Which lines in the material below contain the word "function"? Copy each of them.

** INPUT RECORDS follows **

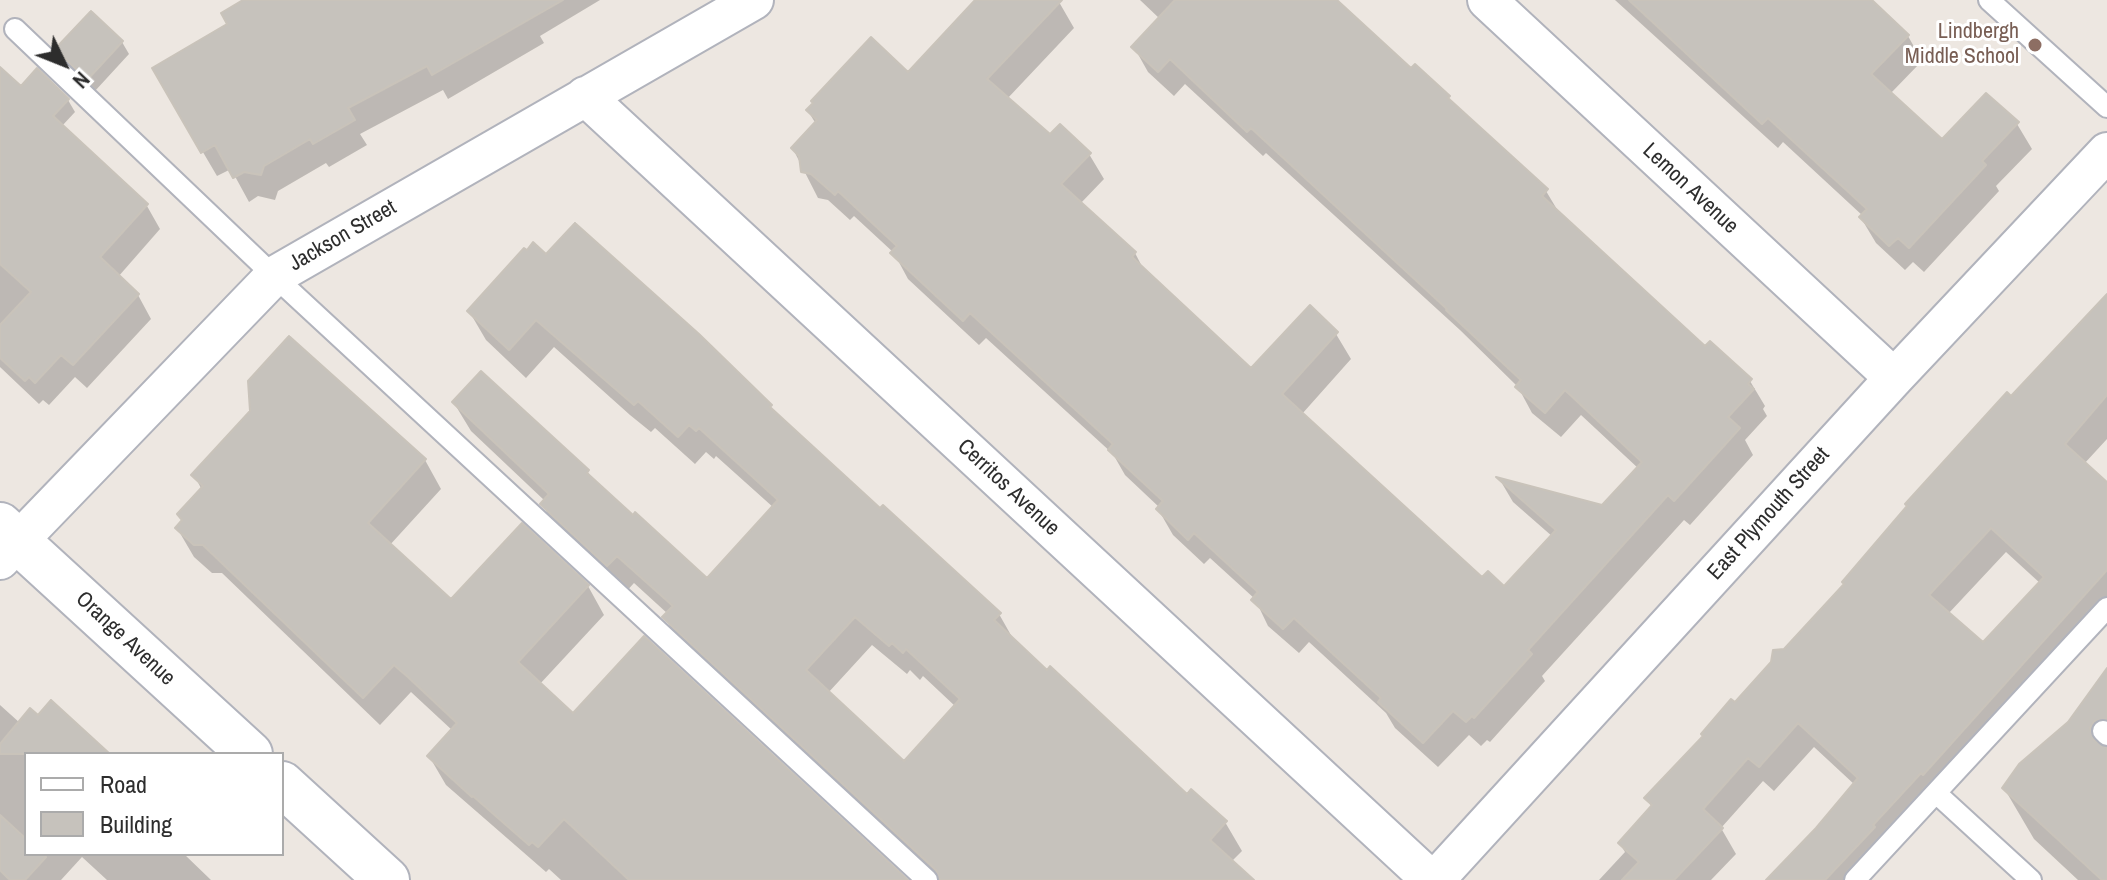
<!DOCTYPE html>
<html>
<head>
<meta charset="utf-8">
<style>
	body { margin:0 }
	#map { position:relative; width:2107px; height:880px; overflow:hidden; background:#ede7e1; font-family:"Archivo Narrow",sans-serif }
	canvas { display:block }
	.legend { position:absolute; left:24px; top:752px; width:260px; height:104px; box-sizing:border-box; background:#fff; border:2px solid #ababab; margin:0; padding:10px 14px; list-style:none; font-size:24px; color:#2d2d2d }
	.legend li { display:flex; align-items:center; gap:16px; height:40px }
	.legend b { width:40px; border:2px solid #ababab }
	.north { position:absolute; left:24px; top:24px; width:80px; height:80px; -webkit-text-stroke:6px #fff; paint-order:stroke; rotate:133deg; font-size:22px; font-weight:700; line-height:32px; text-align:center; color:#2d2d2d }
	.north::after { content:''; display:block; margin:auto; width:28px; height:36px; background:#2d2d2d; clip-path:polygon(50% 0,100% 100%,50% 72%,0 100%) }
</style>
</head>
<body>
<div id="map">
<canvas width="2107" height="880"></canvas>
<ul class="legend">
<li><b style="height:10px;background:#fff"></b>Road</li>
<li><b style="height:22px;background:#c6c2bc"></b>Building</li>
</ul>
<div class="north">N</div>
</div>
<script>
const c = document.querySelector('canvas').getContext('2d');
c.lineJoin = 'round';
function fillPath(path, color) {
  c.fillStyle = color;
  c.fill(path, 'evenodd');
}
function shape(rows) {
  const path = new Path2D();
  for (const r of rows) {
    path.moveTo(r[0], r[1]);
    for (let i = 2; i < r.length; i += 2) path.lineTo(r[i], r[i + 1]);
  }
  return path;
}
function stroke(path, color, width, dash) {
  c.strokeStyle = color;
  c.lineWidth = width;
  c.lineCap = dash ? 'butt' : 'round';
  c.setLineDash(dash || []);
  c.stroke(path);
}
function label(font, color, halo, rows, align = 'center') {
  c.font = font + ' "Archivo Narrow",sans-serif';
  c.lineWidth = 6;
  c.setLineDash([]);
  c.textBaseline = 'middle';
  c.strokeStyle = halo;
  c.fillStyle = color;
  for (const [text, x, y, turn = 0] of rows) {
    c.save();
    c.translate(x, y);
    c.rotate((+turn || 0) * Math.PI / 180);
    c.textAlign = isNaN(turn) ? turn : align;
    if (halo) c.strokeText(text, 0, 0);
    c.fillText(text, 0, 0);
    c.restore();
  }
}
const shadow = shape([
	[247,0,600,0,540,36,544,43,448,99,443,90,360,134,367,145,329,167,326,163,278,191,275,200,258,196,249,202,231,169,217,176,154,69,230,25],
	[976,0,1056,0,1059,2,1074,28,1007,99,1051,137,1089,154,1104,179,1080,204,1135,253,1146,274,1251,371,1336,334,1351,359,1302,414,1482,580,1504,589,1553,537,1513,502,1500,480,1603,507,1639,469,1581,415,1561,437,1532,413,1518,387,1460,330,1266,153,1263,156,1185,84,1174,96,1148,72,1134,47,1160,19,1140,0,1334,0,1546,191,1561,216,1705,349,1750,381,1765,406,1763,409,1767,416,1745,440,1753,455,1690,525,1684,520,1542,676,1545,681,1490,742,1487,740,1481,746,1469,735,1438,767,1395,728,1386,713,1309,642,1299,653,1268,626,1255,599,1210,558,1204,564,1173,535,1158,509,1160,508,1125,475,1113,454,986,338,979,345,908,279,894,253,854,216,850,220,828,200,818,198,793,149,816,124,808,111,908,74],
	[1615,0,1869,0,1908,36,1922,61,1890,94,1942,141,2017,124,2032,149,1996,186,1999,191,1924,272,1913,262,1905,270,1876,243,1861,218,1863,216,1783,142,1778,148],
	[122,42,129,54,95,91,65,62,58,50],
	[68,100,75,112,62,126,147,206,160,229,118,277,138,295,151,319,87,388,75,377,49,405,43,400,39,404,0,367,0,193,26,103],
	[546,257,770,406,775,414,999,614,1016,644,1187,797,1225,822,1242,851,1231,862,1251,880,934,880,681,646,665,618,668,614,634,583,624,594,559,533,542,504,545,501,471,431,454,403,587,471,593,480,707,580,774,508,716,456,714,459,706,452,695,464,655,428,651,432,630,415,554,347,526,378,486,340,469,311],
	[872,645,907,674,910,670,920,680,923,676,956,707,904,764,828,693],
	[2107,295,2107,439,2084,464,2107,485,2107,610,1863,880,1770,880,1855,785,1814,747,1774,791,1763,781,1721,828,1736,854,1711,880,1599,880,1625,852,1620,844,1652,808,1647,799,1785,651],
	[2006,552,2041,584,1983,645,1948,614],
	[289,338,425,460,441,489,389,546,451,602,588,586,604,615,539,685,573,716,905,880,561,880,549,869,546,872,446,785,429,756,453,731,411,692,380,725,222,573,212,573,194,557,177,528,202,490,194,475,252,412],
	[2107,672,2107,880,2078,880,2034,839,2004,788,2069,724],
	[0,705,20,723,105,754,26,754,26,854,184,854,211,880,107,880,82,857,61,880,0,880]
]);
const building = shape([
	[243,0,563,0,432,75,427,66,348,108,355,120,313,144,310,139,264,166,261,175,244,172,233,178,215,145,201,153,152,68,227,24,221,13,243,0],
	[975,0,1062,0,987,79,1050,134,1060,124,1091,153,1061,184,1136,252,1132,257,1251,368,1310,305,1338,332,1282,394,1482,577,1488,571,1504,586,1556,530,1496,477,1602,505,1642,462,1565,390,1545,413,1515,387,1521,380,1446,310,1447,309,1251,128,1247,132,1170,59,1158,72,1131,47,1175,0,1337,0,1411,68,1415,64,1450,96,1448,98,1548,189,1542,196,1705,346,1710,341,1752,379,1748,384,1754,389,1728,417,1740,428,1674,501,1668,495,1528,650,1532,654,1474,718,1472,716,1466,722,1453,711,1423,743,1378,702,1381,698,1294,618,1283,629,1251,600,1258,592,1194,533,1188,540,1156,509,1163,501,1108,450,1113,444,970,313,963,321,890,253,897,246,838,191,835,195,811,174,801,172,799,156,791,148,817,120,806,110,813,103,811,101,871,37,908,72,975,0],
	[1629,0,1872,0,1909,35,1871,74,1942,139,1986,93,2019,122,1982,161,1986,165,1909,248,1898,238,1889,246,1859,217,1867,209,1768,118,1762,124,1629,0],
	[91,11,123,41,87,80,55,49,91,11],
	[0,67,21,86,37,68,69,99,53,116,148,204,100,257,139,294,73,365,61,355,35,383,29,377,25,381,0,358,0,325,31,292,0,264,0,67],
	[575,223,699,334,772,405,770,407,880,508,883,505,1001,613,994,620,1047,670,1050,666,1187,794,1191,789,1227,821,1210,840,1254,880,940,880,936,870,662,617,673,606,617,556,607,566,540,504,549,494,452,402,481,371,589,470,587,473,633,515,635,512,707,578,778,500,699,428,696,431,689,425,678,437,638,401,634,405,612,386,536,320,509,350,467,311,524,248,527,250,533,242,546,254,575,223],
	[855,617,889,646,892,643,903,653,906,649,960,699,904,761,806,670,855,617],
	[2107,294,2107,395,2065,444,2107,482,2107,570,1923,775,1921,773,1873,825,1875,827,1825,880,1766,880,1816,828,1858,778,1798,723,1759,767,1748,758,1703,809,1723,828,1674,880,1622,880,1639,862,1618,843,1652,805,1644,798,1703,736,1701,734,1731,699,1735,702,1771,662,1773,650,1784,649,1844,584,1842,582,1907,506,1905,504,2007,392,2011,396,2107,294],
	[1991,528,2044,577,1983,642,1929,595,1991,528],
	[289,336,426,459,368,523,451,599,522,523,589,585,518,662,573,713,644,636,908,880,629,880,564,819,538,847,532,842,529,845,473,796,472,797,427,756,457,723,408,677,394,665,363,698,203,545,194,545,175,528,182,520,177,514,203,486,191,475,250,411,248,381,289,336],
	[2107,668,2107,719,2094,721,2090,728,2094,740,2107,748,2107,880,2102,880,2002,788,2019,764,2068,722,2107,668],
	[51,700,110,754,0,754,0,744,30,708,38,715,51,700],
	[0,815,26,839,26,854,42,854,46,857,25,880,10,880,0,870,0,815]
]);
const lane = shape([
	[1989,0,2107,107],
	[15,29,274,276,927,880],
	[2103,731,2107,735],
	[1936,793,2031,880],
	[1855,880,2107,608]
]);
const street = shape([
	[1487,0,1894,378],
	[585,96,1431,880],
	[0,560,274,276,754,0],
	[1435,880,1894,378,2107,152]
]);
const secondary = shape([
	[0,525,250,754],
	[282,784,387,880]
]);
const markers = [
	[2035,45,8,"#8d6e63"]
];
const educationNames = [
	["Lindbergh",2019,32],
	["Middle School",2019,57]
];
const streetNames = [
	["Lemon Avenue",1690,189,43],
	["Jackson Street",343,236,-30],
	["Cerritos Avenue",1008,488,43],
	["East Plymouth Street",1769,514,-48],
	["Orange Avenue",125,639,43]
];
fillPath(shadow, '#0003');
fillPath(building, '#c6c2bc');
stroke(building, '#c9c3ba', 2);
stroke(lane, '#b1b3bc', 24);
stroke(street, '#b1b3bc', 42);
stroke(secondary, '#b1b3bc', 48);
stroke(lane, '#fff', 20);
stroke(street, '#fff', 38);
stroke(secondary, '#fff', 44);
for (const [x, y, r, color] of markers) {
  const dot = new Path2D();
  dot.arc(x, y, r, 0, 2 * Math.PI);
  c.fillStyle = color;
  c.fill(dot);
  stroke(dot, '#fff', 3);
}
label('22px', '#785e54', '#fff', educationNames, 'right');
label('22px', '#2d2d2d', '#fff', streetNames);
</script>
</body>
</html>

** End of INPUT RECORDS **

_YOUR RESPONSE_
function fillPath(path, color) {
function shape(rows) {
function stroke(path, color, width, dash) {
function label(font, color, halo, rows, align = 'center') {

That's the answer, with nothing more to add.